With the heat of the summer upon the Midwest, my friends and I try to play a game of pick up baseball every day at noon at our local field.
It’s been a tradition ever since high school started, and I am very glad we’ve continued to play once everyone got back from college.
Baseball has been in my family’s life, really my whole town’s life, since I could remember. My grandpa was the head coach and my uncle was a player on Highland’s (my hometown) first team to make it to the Little League World Series, where they placed fourth.
I’ve played baseball ever since I could walk.
I stopped playing organized baseball after Little League because of how politicized it had gotten in my town and moved on to focusing on soccer and tennis, but I never (and have never) stopped playing baseball.
Despite me deciding to not play organized baseball, my love for the game has only grown. I continue to make trips up to Chicago to see the Cubs lose, and I will even be going to up to Milwaukee to see a few Brewers games.
While I still continue to play and focus my attention on baseball, the younger kids have stopped.
The Little League in my town has only seven teams at the “Major League” level. The Babe Ruth League that comes after Little League has only four teams.
Just six years ago, when I was in Little League, we had no problem filling up 10-12 teams. We had some of the best talent in the county and even the state. That’s because my generation of kids played a game of baseball or even a simple game of catch in our front yard nearly every single day if the weather permitted.
But kids just aren’t playing baseball anymore.
It’s not just happening in my town. It’s also happening nationwide.
Little League participation has decreased a whopping 24% from 2000-2009. The amount of high school baseball programs in the country has remained steady, but with fewer kids picking up a bat and mitt, you have to assume that number will decrease in the future.

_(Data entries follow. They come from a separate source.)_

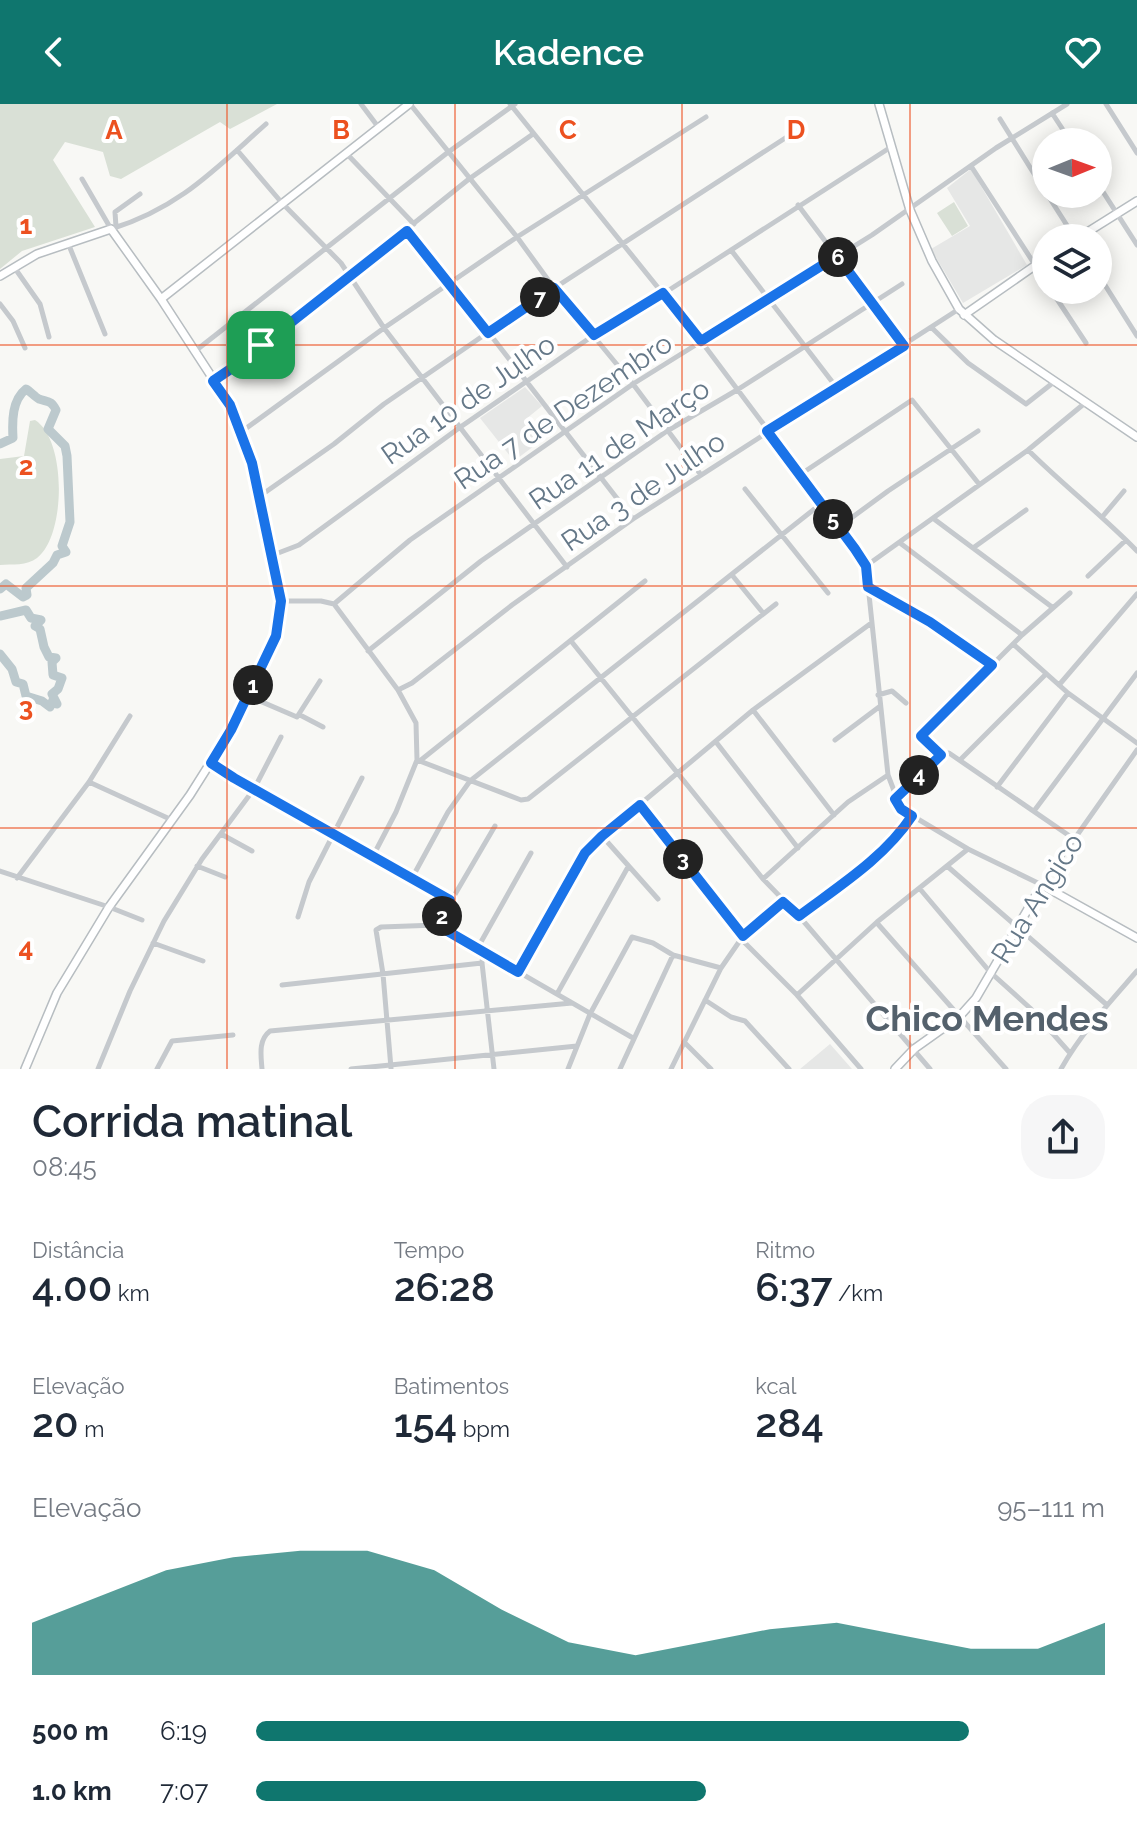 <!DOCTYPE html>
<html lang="pt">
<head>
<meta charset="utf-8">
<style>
  :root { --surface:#fff; --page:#f6f6f7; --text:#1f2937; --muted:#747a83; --accent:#0f766e }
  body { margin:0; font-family:Raleway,sans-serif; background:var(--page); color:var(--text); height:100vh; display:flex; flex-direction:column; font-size:30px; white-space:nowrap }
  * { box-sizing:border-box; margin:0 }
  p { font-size:26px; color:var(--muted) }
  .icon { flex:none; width:44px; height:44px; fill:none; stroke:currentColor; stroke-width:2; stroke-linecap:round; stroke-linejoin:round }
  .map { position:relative; height:965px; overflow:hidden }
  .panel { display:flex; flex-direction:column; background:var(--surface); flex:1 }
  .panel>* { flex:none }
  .needle { width:52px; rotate:89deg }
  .buttons { position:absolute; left:1032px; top:24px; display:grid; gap:16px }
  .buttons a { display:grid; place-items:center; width:80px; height:80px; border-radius:50%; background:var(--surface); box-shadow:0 4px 20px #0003; font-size:40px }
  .pin { position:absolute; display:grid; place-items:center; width:68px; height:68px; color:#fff; margin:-34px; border-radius:16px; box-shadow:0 4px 12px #0006 }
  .km { position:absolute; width:40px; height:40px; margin:-20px; border-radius:50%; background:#222; color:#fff; font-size:22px; line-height:40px; text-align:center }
  .round { display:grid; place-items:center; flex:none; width:84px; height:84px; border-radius:32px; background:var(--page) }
  .head { display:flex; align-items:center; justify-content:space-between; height:136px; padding:0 32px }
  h1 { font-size:44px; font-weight:600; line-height:60px }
  .figures { display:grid; grid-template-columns:repeat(3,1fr); gap:12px; height:136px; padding:8px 32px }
  .figures div { display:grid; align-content:center }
  .figures b { font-size:40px; font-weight:600 }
  .figures small { font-size:22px; font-weight:400 }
  .figures p { font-size:22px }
  .chart { height:224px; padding:16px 32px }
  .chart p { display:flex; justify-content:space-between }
  .chart svg { width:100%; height:144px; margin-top:8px; fill:var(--accent); opacity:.7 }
  ul { padding:0 32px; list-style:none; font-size:26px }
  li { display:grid; grid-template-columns:128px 96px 1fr; align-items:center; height:60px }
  li i { height:20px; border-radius:10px; background:var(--accent) }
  header { display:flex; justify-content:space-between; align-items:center; height:104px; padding:0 32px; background:var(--accent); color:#fff; font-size:36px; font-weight:600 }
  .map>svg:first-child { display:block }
  .built { fill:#e6e7e6 }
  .green { fill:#d9e0d6 }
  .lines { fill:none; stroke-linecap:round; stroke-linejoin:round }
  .river { stroke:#bcc9cd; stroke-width:9 }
  .secondary-casing { stroke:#b7bdc1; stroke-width:10 }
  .street { stroke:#c5c9cd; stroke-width:5 }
  .secondary { stroke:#fff; stroke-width:7 }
  .route-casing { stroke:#fff; stroke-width:16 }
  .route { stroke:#1a73e8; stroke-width:10 }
  .grid { fill:none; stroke:#ec5120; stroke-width:2; stroke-opacity:0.55 }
  .labels { text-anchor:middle; stroke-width:8; stroke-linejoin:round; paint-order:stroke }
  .street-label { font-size:28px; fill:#657888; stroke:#fff }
  .district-label { font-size:36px; font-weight:bold; fill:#54616c; stroke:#fff }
  .grid-label { font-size:26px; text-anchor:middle; font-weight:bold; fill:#ec5120; stroke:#fff; stroke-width:8; stroke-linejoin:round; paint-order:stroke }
</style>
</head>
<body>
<header><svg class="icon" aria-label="back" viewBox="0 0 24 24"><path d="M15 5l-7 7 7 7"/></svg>Kadence<svg class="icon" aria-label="heart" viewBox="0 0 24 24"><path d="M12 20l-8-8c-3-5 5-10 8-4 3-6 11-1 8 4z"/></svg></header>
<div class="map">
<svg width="1137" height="965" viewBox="0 0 1137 965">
  <rect width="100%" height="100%" fill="#f8f8f5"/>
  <path class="built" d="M971,65L1027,161L963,199L931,145L970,122L947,84Z
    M525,283L542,302L526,315L542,336L514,357L480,314Z
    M830,940L852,965H800Z"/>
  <path class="green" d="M0,0H277L230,25L220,18L121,75L110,72L103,48L65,38L53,56L95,123L22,147L0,165Z
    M954,98L968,122L952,132L937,109Z
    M35,316C67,336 66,432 37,454C27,462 12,460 0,461V355L24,352L30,317Z"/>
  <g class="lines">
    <path class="river" d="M0,340L13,334C12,317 12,296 26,285C30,287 35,293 39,295C48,298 51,296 56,306L48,325L65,342L67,352L70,418L62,442L66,448L57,451L53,459L26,484L27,491L23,493L6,480L0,485
      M0,512L26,506L31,514L41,516L35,522L40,525L44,543L49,553L56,554L52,558L53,571L62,574L58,585L52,590L57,600L53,596L50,603L42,597L26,592L23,580L16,578L12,565L0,550"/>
    <defs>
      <path id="secondary" d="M879,0L910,106L932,157L959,205L994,236L1137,333
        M1078,134L1137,97
        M0,172L37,150L111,125L161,195L230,301L252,359L278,472L281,497L280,514L276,532L231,626L190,691L109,803L74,861L57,889L25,965
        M161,195L409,0
        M964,211L1046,154
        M895,965L914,945L959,913L976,894L1042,781L1137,834"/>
    </defs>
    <use href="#secondary" class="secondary-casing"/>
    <path class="street" d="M361,0L379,24
      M410,0L517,133L554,184L633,280L701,371
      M510,0L701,237L801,370L866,462L888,671L901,705L968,745L1042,781L1137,646
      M1106,0L1137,49
      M1052,9L1071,38
      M1000,15L1046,89
      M237,46L282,99L341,159L384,224L567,463
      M346,49L414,120
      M971,62L1046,178
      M82,75L111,125C179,104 214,66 266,20
      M1098,80L1137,141
      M1047,90L1075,134
      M798,101L904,242
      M116,123L115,108L140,90
      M407,127L451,180L633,415
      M68,139L105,230
      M731,146L837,284
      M14,163L40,200L49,233
      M1098,170L1137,232
      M1051,186L1086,239
      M0,200L13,217L25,244
      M932,224L968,259L1026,300L1054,278
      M194,248L447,49L515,0
      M214,276L241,258L469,75L533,30
      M241,328L384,224L517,133L706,13
      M1028,346C1063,381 1102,411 1137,447
      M801,370L912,296L979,380
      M745,385L828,489
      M260,392L334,340L384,300L519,207L793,29
      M1103,412L1124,387
      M934,415L1052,503
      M839,423L888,387L978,327
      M900,439L1022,531
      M973,444L1026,406
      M273,451L299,441L459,324L594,231L666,188L891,43
      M866,462L1028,346L1085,299
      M732,471L763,509
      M1088,472L1126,436
      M869,484L930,518L992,561
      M281,497H321L334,500
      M334,500L410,436L633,280L872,131L996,44L1067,0
      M334,500L398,586L416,619L417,656L396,708L373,752
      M571,537L763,775L799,812L930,965
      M1013,540L1068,589L1137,639
      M368,547L481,457L667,327L737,286L902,180
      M1059,581L1137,490
      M398,586L412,579L512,501L633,415L959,205
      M878,591L892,587L906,599
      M248,592L297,613L320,577
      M753,606L834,711
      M300,611L323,623
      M835,636L879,603
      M716,638L798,744
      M941,651L921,632L1022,531L1070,489
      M941,651L949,649L1074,735
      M417,656L521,696L528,695L776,500
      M421,656L645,477
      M960,656L1046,570
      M211,659L450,796
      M89,678L172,716
      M997,683L1068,589
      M895,695L941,651
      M640,701L743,832
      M1034,707L1137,569
      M221,730L252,747
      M602,732L658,795
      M197,762L225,773
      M947,762L1107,901
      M0,767L109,803L142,816
      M17,774L89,678L130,612
      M412,774L448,708L470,677L822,399
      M763,775L848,698L888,671
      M920,785L990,868L1030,904L1070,949
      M799,812C839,782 884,754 912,712
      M298,813L309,778L362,674
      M877,819L1006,965
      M437,821L633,934
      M437,821L495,722
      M741,835L797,891L861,965
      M153,839L203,857
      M477,845L531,749
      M483,848L482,859L494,965
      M518,868L576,762L602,732L753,606L870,520
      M282,881L482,859
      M557,890L628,763
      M797,891L877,818L968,745
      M705,896L731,913L745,917L789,965
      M684,938L711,965
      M391,964L383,870L376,826L381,823L437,821
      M98,965L130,887L164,817L202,755L254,685L281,633
      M157,965L172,937L233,931
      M262,965C261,952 258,936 270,927L572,899
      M351,965L577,942
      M568,965L590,910L632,833L653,839L673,851L721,864
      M620,965L673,851
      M671,965L721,864L741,835L783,798
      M1061,965C1081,929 1110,898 1137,867"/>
    <use href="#secondary" class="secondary"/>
  </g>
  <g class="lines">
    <defs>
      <path id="route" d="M407,127L488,229L554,184L594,231L663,189L701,237L837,152L904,242L767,327L855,445L866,462L868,483L930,518L992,561L921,632L941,651L895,695L901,705L912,712C884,754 839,782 799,812L783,798L743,832L640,701L602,732L585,749L518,868L437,821L450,796L234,674L211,659L231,626L276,532L281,497L252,359L230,301L213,277L241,258Z"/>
    </defs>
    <use href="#route" class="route-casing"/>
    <use href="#route" class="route"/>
  </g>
  <path class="grid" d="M227,0V965M455,0V965M682,0V965M910,0V965M0,241H1137M0,482H1137M0,724H1137"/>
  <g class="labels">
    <g class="street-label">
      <text transform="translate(468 295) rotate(-35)" y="10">Rua 10 de Julho</text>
      <text transform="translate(563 307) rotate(-34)" y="10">Rua 7 de Dezembro</text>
      <text transform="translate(619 340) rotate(-34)" y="10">Rua 11 de Março</text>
      <text transform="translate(643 387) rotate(-34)" y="10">Rua 3 de Julho</text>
      <text transform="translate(1037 794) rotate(-58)" y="10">Rua Angico</text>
    </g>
    <g class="district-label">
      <text x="987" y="927">Chico Mendes</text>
    </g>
  </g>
  <g class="grid-label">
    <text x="114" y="35">A</text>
    <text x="341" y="35">B</text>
    <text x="568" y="35">C</text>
    <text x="796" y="35">D</text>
    <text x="26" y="130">1</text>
    <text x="26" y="371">2</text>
    <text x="26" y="612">3</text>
    <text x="26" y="853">4</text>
  </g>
</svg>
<div class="buttons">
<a><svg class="needle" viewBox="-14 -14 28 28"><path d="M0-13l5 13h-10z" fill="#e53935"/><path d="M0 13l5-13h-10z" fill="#747a83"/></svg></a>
<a><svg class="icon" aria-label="layers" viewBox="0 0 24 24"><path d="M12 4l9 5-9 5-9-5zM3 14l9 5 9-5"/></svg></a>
</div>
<div class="pin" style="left:261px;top:241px;background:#1e9e55"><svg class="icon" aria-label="arrive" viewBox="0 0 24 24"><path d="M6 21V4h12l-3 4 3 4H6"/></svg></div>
<b class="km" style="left:253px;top:581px">1</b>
<b class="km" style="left:442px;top:812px">2</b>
<b class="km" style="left:683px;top:755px">3</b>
<b class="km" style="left:919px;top:671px">4</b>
<b class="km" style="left:833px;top:415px">5</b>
<b class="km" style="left:838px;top:153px">6</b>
<b class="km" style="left:540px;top:193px">7</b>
</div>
<section class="panel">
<div class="head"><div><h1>Corrida matinal</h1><p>08:45</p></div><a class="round"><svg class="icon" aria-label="share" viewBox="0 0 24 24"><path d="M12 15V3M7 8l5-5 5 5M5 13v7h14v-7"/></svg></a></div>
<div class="figures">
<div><p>Distância</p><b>4.00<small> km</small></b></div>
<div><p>Tempo</p><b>26:28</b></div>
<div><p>Ritmo</p><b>6:37<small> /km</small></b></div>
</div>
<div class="figures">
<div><p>Elevação</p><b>20<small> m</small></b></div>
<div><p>Batimentos</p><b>154<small> bpm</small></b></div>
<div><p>kcal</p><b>284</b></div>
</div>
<div class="chart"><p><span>Elevação</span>95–111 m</p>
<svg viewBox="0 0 160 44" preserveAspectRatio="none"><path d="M0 44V28L10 20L20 12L30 8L40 6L50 6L60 12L70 24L80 34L90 38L100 34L110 30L120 28L130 32L140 36L150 36L160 28V44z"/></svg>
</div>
<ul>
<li><b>500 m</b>6:19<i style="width:84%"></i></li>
<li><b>1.0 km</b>7:07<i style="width:53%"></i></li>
</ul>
</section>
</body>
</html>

The days of kids playing catch in their front yard are about over too, and it’s saddening to me.
While youth participation in baseball decreases year-by-year, youth participation in hockey (which is great to see) and football has grown 38% and 21% respectively.
Studies are being done right now to find out exactly why fewer children are playing baseball. While I love to see any sports program grow, if there’s one sport that shouldn’t be marginalized, it’s baseball.